● **PROBLEM DETAILS**
For this exercise, reproduce the entries below exactly, but only from the line containing "context.lineWidth = width;" through the line containing "context.strokeStyle = halo;", both included.
(INFORMATION PROVIDED)
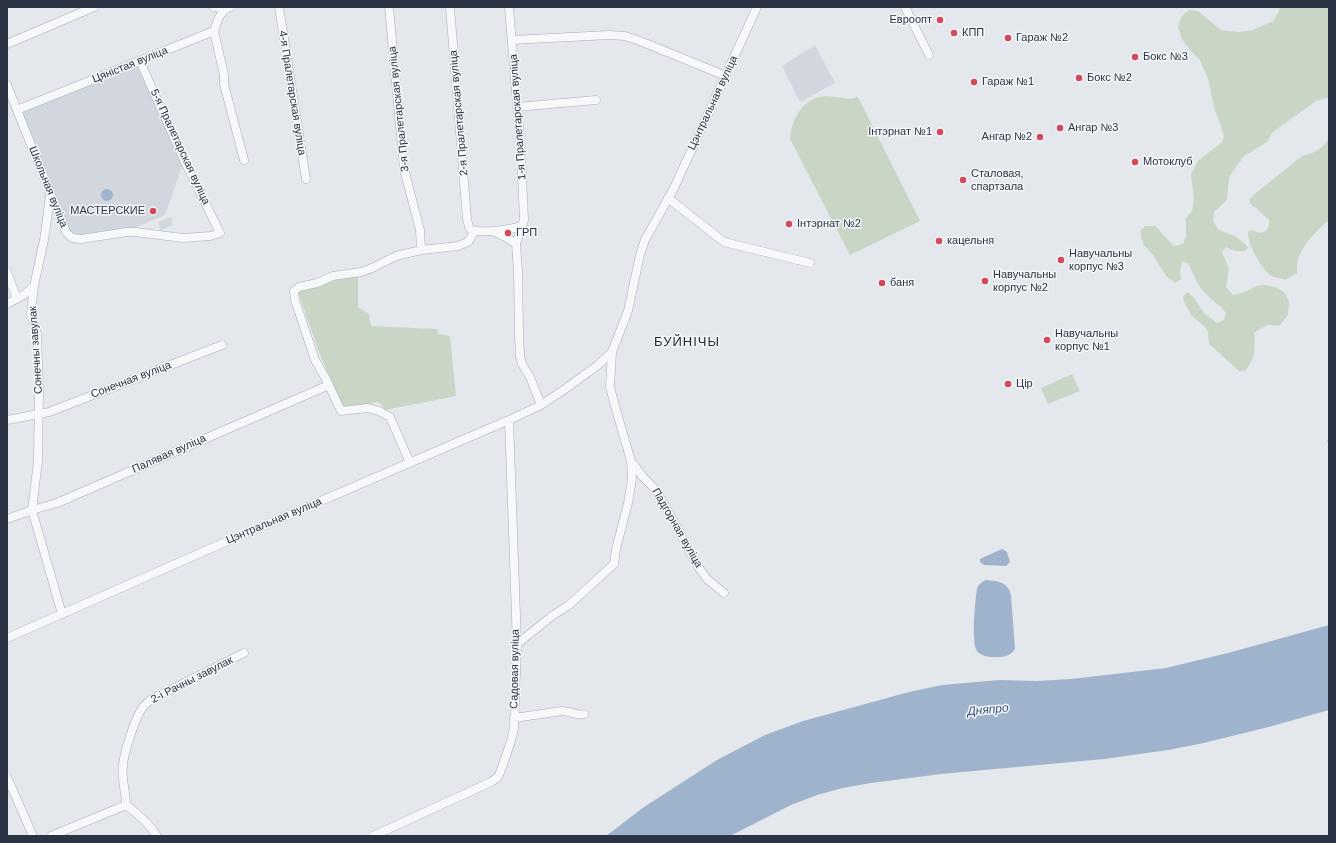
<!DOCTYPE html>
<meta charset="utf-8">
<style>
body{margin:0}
#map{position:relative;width:1336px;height:843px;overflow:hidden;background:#e4e7ec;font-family:Arial,sans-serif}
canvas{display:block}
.frame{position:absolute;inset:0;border:8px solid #2b3445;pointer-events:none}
</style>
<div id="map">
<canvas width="1336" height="843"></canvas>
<div class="frame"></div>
</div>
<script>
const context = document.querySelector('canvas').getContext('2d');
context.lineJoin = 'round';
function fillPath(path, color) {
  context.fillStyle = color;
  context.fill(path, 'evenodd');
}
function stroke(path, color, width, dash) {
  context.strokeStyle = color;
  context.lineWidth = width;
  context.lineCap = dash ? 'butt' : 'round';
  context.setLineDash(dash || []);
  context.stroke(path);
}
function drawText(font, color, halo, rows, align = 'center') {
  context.font = font + ' Arial,sans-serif';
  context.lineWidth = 3;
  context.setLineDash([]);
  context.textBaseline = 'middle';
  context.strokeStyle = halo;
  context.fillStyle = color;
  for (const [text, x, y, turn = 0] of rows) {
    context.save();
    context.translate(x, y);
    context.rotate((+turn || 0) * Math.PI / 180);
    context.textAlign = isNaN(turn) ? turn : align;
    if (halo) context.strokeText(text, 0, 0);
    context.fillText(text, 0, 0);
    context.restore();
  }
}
fillPath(new Path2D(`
 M815 45 835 83 800 102 782 66Z
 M140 65 183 164 165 215 135 228 87 236 70 233 21 113Z
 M172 217 173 220 171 221 173 225 161 230 158 222Z`), '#d2d6de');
fillPath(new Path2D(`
 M1280 7H1329V98H1327L1316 101 1273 132 1267 142 1244 156 1229 177 1227 200 1214 212 1213 221 1219 230 1237 237 1246 245 1248 248 1245 251H1234L1226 247 1222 252 1229 269 1226 287 1233 295 1242 293 1257 286 1264 285 1276 287 1285 293 1289 302 1288 315 1279 326 1267 325 1254 333C1255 350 1256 357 1245 371H1239L1209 344 1208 332 1204 326 1191 315 1184 302 1183 296 1188 292 1194 298 1204 313 1217 323 1224 320 1226 313C1219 304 1214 302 1206 294 1197 286 1193 274 1189 264L1182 261 1180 271 1181 279 1175 283 1166 276 1153 255 1143 244 1140 231 1145 226H1155L1174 246 1183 244 1186 237V218L1192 211 1194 200 1191 174 1198 161 1222 142 1224 137 1220 123 1215 111 1208 79 1200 60 1190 50 1182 39 1178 27 1181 17 1189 10 1198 11 1221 30 1238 32 1253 30 1273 21 1279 11Z
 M827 96 850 99 858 97 920 221 850 255 790 139C792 118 803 97 827 96Z
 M1329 135V220C1317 230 1305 242 1299 257 1297 262 1297 268 1297 273L1285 280C1281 278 1274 278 1270 275 1261 268 1246 241 1248 231L1253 230 1259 233 1266 231 1269 225V220L1256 208 1252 206 1249 200 1256 193 1302 156 1312 153 1321 148 1328 140Z
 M358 275V307L369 314 371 326 437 329 438 334 450 336 456 396 385 410 380 403 377 402 343 409 319 352 298 292 337 277Z
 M1072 374 1080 391 1048 404 1041 388Z`), '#c9d6c5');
fillPath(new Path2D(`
 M101 195a6 6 0 1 1 12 0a6 6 0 1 1-12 0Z
 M1002 549 1007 552 1010 562 1006 566 984 565 980 562V559Z
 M986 580C998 581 1008 582 1011 595L1015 649C1010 656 1005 657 997 657 990 657 982 657 977 651 971 643 975 601 977 589 979 584 981 582 986 580Z
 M1329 625V710L1265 728 1199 744 1168 750 1104 759 941 774 871 783 843 788 817 795 791 805 730 836H606L644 807 717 760 765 735 803 721 909 692 942 685 1000 680 1036 681 1071 679 1166 668 1228 653Z`), '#9fb4cc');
stroke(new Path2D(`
 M1328 441 1329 440`), '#9fb4cc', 1.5);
const minor = new Path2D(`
 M214 7 227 8
 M279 7 306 179
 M389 7 404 169 420 230 421 250 396 256 372 268 361 272 333 276 317 283 299 287 294 291 295 300 315 360 326 379 341 411 368 408 379 411 390 417 410 463
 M450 7 467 219 469 227 471 230C481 233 511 230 521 226
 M509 7 521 152 524 220 516 244 518 271 519 333 520 356 522 364 530 377 541 405
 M905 7 929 55
 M214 31 224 75V84L244 160
 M512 40 609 35 625 36 640 41 726 76
 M7 44 94 7
 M7 85 66 232 72 238 81 239 127 232H135L183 238 210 236 220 233 184 160 140 61
 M517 107 596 100
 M17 110 214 31C218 20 220 10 231 7
 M50 196 44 240 34 286 31 314 37 334 39 389 38 461 32 510 62 614
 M668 198 724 242 810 263
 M492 231 507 238 516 244
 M421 250 458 246 468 242 475 231
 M7 272 17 299
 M7 304 25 294 34 286
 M612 352 610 387 615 406 631 461 643 477 653 487 663 502 699 568 707 579 724 593
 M7 420 49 412 222 345
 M7 519 32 510 57 503 329 385
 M7 638 214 547 509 420 541 405 565 389 598 365 612 352 628 311 640 255 645 240 674 188 757 7
 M517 644 552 616 569 605 614 564 616 549 628 503 632 479 631 461
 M514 718 562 711C570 711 577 716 584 714
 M7 777 33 836
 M126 805C126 792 121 778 123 765 124 753 136 714 144 706 148 700 155 697 162 694L244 653
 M126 805C138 814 149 823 157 836
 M51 836 126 805
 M373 836 491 782 498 777 501 770 511 741 514 728 517 644 509 420`);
stroke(minor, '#a9aeb7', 9);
stroke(minor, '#f7f8fa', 8);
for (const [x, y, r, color] of [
 [940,20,4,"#d1495b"],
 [954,33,4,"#d1495b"],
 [1008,38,4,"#d1495b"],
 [1135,57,4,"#d1495b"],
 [1079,78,4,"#d1495b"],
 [974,82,4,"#d1495b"],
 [1060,128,4,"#d1495b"],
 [940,132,4,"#d1495b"],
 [1040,137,4,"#d1495b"],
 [1135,162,4,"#d1495b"],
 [963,180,4,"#d1495b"],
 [153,211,4,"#d1495b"],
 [789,224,4,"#d1495b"],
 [508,233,4,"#d1495b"],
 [939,241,4,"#d1495b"],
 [1061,260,4,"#d1495b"],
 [985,281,4,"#d1495b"],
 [882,283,4,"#d1495b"],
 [1047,340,4,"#d1495b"],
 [1008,384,4,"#d1495b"]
]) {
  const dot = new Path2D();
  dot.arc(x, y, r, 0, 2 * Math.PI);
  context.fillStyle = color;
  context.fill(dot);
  stroke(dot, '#f4f6f9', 1.5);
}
drawText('11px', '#2b3445', '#f4f6f9', [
 ["Евроопт",932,20,"right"],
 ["КПП",962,33],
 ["Гараж №2",1016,38],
 ["Бокс №3",1143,57],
 ["Бокс №2",1087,78],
 ["Гараж №1",982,82],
 ["Ангар №3",1068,128],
 ["Інтэрнат №1",932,132,"right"],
 ["Ангар №2",1032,137,"right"],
 ["Мотоклуб",1143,162],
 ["Сталовая,",971,174],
 ["спартзала",971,187],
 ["МАСТЕРСКИЕ",145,211,"right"],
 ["Інтэрнат №2",797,224],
 ["ГРП",516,233],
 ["кацельня",947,241],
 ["Навучальны",1069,254],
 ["корпус №3",1069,267],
 ["Навучальны",993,275],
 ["корпус №2",993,288],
 ["баня",890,283],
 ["Навучальны",1055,334],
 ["корпус №1",1055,347],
 ["Цір",1016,384]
], 'left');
drawText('11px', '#2b3445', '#f4f6f9', [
 ["Цяністая вуліца",130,65,-22],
 ["4-я Пралетарская вуліца",292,93,81],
 ["Цэнтральная вуліца",713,103,-65],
 ["3-я Пралетарская вуліца",399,109,-96],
 ["2-я Пралетарская вуліца",459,113,-95],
 ["1-я Пралетарская вуліца",518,117,-94],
 ["5-я Пралетарская вуліца",180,147,65],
 ["Школьная вуліца",48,187,68],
 ["Сонечны завулак",36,350,-94],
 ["Сонечная вуліца",131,380,-21],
 ["Палявая вуліца",169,454,-24],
 ["Цэнтральная вуліца",274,521,-23],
 ["Падгорная вуліца",677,528,60],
 ["Садовая вуліца",515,669,-89],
 ["2-і Рачны завулак",192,680,-27]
]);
drawText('italic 12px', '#34527a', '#f4f6f9', [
 ["Дняпро",988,710,-5]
]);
context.letterSpacing = '1px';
drawText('13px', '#1d2536', '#f4f6f9', [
 ["БУЙНІЧЫ",687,342]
]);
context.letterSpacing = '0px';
</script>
(End INFORMATION PROVIDED)
● **ANSWER TO THE EXERCISE**
  context.lineWidth = width;
  context.lineCap = dash ? 'butt' : 'round';
  context.setLineDash(dash || []);
  context.stroke(path);
}
function drawText(font, color, halo, rows, align = 'center') {
  context.font = font + ' Arial,sans-serif';
  context.lineWidth = 3;
  context.setLineDash([]);
  context.textBaseline = 'middle';
  context.strokeStyle = halo;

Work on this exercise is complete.